**Problem statement**
In the records, find every line with the word "linecap" and copy it out.

** Opening Data to use block **

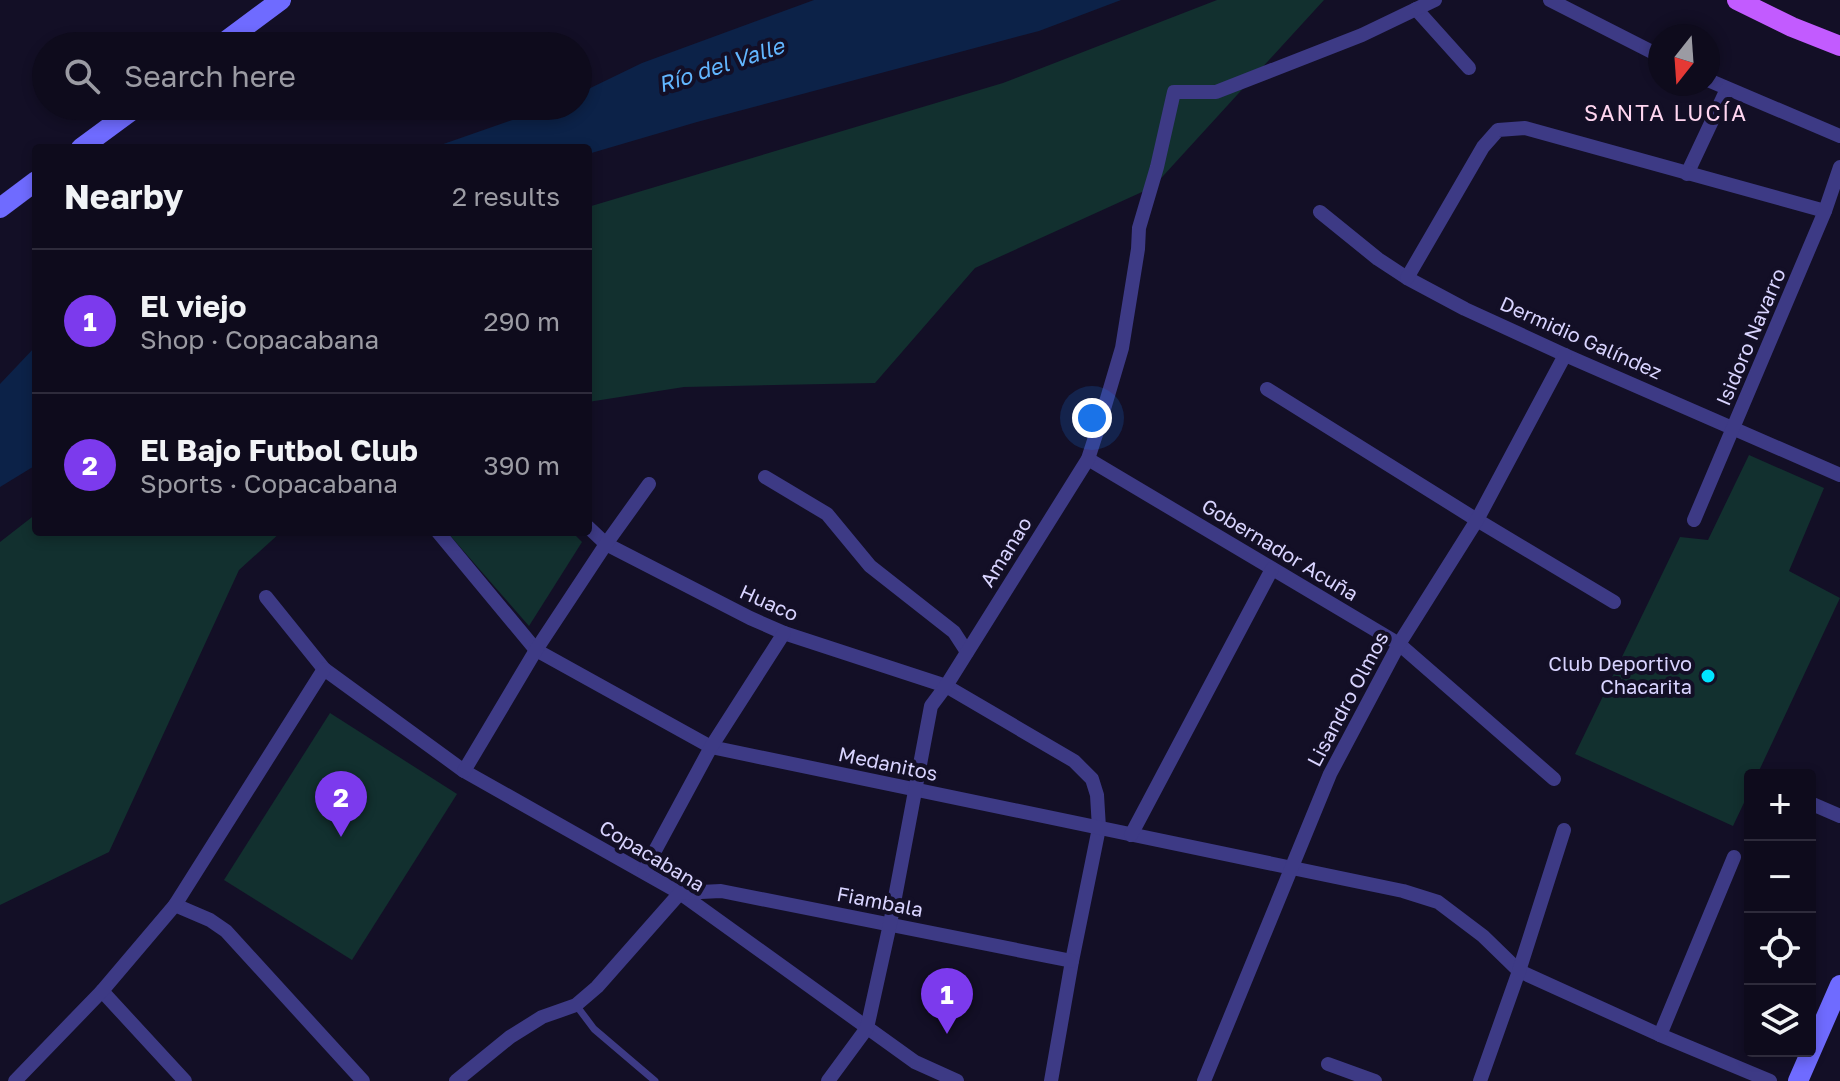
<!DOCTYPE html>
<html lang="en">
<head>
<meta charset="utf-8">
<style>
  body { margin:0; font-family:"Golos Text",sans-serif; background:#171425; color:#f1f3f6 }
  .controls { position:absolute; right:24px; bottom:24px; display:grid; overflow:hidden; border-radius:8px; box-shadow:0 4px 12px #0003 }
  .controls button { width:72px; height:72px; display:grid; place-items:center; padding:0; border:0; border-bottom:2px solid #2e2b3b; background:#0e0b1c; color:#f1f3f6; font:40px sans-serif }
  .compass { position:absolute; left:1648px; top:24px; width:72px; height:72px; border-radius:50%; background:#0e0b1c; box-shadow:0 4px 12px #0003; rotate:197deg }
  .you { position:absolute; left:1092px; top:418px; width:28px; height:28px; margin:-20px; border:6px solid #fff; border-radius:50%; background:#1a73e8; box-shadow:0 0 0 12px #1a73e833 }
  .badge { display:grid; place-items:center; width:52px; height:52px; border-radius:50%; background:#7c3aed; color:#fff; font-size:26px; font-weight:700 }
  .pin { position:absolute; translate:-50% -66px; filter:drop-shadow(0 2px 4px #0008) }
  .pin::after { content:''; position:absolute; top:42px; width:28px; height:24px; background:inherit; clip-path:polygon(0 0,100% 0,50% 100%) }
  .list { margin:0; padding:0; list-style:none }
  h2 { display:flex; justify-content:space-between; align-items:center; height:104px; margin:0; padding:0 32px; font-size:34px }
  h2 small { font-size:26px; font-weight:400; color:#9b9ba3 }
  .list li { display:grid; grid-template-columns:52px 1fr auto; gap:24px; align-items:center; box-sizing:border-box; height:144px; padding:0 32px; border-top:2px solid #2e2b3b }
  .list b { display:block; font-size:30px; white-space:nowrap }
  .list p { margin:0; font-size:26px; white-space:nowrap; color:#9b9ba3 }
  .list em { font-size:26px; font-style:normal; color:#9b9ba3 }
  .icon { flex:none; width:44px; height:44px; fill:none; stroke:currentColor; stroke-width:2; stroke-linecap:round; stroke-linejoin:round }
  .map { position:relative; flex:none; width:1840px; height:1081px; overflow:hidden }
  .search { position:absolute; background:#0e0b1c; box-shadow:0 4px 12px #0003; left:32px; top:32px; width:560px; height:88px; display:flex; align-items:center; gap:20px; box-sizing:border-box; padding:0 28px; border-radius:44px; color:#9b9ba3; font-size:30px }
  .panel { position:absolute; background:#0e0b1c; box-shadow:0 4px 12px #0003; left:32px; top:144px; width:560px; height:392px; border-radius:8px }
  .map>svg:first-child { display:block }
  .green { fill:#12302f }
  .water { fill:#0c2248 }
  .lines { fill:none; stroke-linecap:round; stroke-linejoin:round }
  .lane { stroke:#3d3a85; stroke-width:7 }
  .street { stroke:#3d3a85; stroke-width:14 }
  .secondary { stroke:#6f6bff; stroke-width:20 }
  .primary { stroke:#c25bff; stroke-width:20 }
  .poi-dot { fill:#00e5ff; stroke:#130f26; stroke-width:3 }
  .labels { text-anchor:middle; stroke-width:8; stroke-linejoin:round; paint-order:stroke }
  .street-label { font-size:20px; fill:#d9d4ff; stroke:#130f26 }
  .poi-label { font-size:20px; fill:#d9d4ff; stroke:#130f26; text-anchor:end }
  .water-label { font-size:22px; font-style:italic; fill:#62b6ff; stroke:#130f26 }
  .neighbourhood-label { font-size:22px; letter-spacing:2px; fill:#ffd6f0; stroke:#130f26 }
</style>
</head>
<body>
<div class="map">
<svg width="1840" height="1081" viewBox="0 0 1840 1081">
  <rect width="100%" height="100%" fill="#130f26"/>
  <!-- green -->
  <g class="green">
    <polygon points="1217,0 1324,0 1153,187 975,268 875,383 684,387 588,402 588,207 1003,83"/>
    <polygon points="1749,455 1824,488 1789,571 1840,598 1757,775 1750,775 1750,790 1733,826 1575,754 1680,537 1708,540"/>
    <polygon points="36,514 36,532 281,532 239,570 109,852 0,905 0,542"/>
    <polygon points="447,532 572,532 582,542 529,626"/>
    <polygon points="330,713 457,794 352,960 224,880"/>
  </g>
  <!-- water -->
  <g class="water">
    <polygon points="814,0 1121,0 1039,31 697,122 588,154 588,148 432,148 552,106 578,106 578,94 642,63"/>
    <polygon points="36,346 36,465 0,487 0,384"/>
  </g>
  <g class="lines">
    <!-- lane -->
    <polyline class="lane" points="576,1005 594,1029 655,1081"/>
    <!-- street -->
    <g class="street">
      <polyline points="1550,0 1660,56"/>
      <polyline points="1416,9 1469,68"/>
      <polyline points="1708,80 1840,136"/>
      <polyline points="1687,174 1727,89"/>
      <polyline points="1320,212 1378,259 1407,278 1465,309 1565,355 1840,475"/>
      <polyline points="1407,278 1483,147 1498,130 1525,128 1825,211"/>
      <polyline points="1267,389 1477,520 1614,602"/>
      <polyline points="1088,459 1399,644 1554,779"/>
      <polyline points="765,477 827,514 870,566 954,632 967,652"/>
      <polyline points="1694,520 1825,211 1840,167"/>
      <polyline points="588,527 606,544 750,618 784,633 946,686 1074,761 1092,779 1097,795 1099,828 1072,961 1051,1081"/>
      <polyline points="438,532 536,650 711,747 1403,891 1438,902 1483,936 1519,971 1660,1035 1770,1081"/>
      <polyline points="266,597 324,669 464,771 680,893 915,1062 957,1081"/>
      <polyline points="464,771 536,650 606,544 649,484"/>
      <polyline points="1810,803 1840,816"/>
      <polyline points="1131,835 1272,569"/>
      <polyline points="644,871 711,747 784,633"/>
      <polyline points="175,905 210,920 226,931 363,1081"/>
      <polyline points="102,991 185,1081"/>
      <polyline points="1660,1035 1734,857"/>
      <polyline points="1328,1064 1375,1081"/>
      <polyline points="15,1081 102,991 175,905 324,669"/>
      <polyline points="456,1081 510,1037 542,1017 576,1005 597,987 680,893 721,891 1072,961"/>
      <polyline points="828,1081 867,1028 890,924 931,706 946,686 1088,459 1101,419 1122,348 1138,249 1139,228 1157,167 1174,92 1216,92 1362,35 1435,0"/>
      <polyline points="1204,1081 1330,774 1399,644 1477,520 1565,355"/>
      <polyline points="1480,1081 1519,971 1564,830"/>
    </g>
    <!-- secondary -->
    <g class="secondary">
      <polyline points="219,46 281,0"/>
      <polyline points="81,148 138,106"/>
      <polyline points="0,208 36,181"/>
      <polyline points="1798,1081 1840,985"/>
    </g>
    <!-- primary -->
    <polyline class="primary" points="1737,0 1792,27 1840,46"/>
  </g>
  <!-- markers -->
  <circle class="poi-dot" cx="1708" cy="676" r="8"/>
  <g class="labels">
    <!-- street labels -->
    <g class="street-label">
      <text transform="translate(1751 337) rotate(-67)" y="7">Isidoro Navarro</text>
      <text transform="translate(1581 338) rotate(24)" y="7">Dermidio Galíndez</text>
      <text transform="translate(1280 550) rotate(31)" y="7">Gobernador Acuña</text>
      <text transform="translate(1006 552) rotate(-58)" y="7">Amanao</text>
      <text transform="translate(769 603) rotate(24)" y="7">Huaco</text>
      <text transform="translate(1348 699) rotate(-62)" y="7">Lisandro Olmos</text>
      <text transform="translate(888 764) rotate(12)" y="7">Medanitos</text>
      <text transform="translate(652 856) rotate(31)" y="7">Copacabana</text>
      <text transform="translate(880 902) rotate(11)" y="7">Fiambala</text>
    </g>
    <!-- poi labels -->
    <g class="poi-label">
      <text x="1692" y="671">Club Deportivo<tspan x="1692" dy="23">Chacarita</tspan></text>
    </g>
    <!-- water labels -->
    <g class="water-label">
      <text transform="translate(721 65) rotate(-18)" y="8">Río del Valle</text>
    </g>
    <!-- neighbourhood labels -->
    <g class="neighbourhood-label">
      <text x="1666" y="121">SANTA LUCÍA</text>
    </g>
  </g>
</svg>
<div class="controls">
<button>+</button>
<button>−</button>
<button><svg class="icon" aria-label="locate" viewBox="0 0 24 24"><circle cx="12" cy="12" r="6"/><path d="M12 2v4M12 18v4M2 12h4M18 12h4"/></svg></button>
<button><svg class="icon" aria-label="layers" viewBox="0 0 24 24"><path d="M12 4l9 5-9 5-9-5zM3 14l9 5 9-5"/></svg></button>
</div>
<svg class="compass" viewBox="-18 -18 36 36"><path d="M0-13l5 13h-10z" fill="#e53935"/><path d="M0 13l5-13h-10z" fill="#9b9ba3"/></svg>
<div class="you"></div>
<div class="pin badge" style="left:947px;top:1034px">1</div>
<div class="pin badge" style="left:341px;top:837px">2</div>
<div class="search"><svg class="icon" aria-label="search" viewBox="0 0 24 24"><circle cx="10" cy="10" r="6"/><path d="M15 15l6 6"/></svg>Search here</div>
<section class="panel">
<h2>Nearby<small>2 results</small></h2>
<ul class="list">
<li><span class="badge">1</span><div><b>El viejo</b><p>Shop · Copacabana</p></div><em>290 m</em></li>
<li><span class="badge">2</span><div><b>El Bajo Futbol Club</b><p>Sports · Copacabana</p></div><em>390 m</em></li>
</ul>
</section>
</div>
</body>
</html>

** Closing Data to use block **

**Reply to the task**
  .icon { flex:none; width:44px; height:44px; fill:none; stroke:currentColor; stroke-width:2; stroke-linecap:round; stroke-linejoin:round }
  .lines { fill:none; stroke-linecap:round; stroke-linejoin:round }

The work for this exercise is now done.